Stored data:
^^^^
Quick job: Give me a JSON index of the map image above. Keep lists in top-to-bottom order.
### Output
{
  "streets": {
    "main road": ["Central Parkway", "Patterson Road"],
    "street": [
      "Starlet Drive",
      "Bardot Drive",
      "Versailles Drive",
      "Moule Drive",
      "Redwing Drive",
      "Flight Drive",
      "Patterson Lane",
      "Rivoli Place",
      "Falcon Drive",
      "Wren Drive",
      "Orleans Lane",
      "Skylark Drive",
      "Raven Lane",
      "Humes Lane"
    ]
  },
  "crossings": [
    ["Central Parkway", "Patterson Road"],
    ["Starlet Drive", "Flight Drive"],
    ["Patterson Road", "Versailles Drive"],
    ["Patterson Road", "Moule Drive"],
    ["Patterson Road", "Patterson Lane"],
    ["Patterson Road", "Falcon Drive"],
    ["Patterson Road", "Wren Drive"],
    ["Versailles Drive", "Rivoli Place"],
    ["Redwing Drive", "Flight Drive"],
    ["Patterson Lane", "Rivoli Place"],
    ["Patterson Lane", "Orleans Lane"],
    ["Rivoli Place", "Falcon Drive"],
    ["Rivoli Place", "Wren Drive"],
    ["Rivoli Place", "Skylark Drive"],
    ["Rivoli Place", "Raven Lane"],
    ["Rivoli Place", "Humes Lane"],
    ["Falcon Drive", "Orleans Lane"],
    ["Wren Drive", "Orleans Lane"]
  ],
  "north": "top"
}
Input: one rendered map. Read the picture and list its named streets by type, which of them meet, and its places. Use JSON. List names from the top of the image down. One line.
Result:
^^^^
EXERCISE DESCRIPTION: Where a line of the records holds the word "JSON", copy that line.

EXERCISE RESPONSE:
Quick job: Give me a JSON index of the map image above. Keep lists in top-to-bottom order.
Input: one rendered map. Read the picture and list its named streets by type, which of them meet, and its places. Use JSON. List names from the top of the image down. One line.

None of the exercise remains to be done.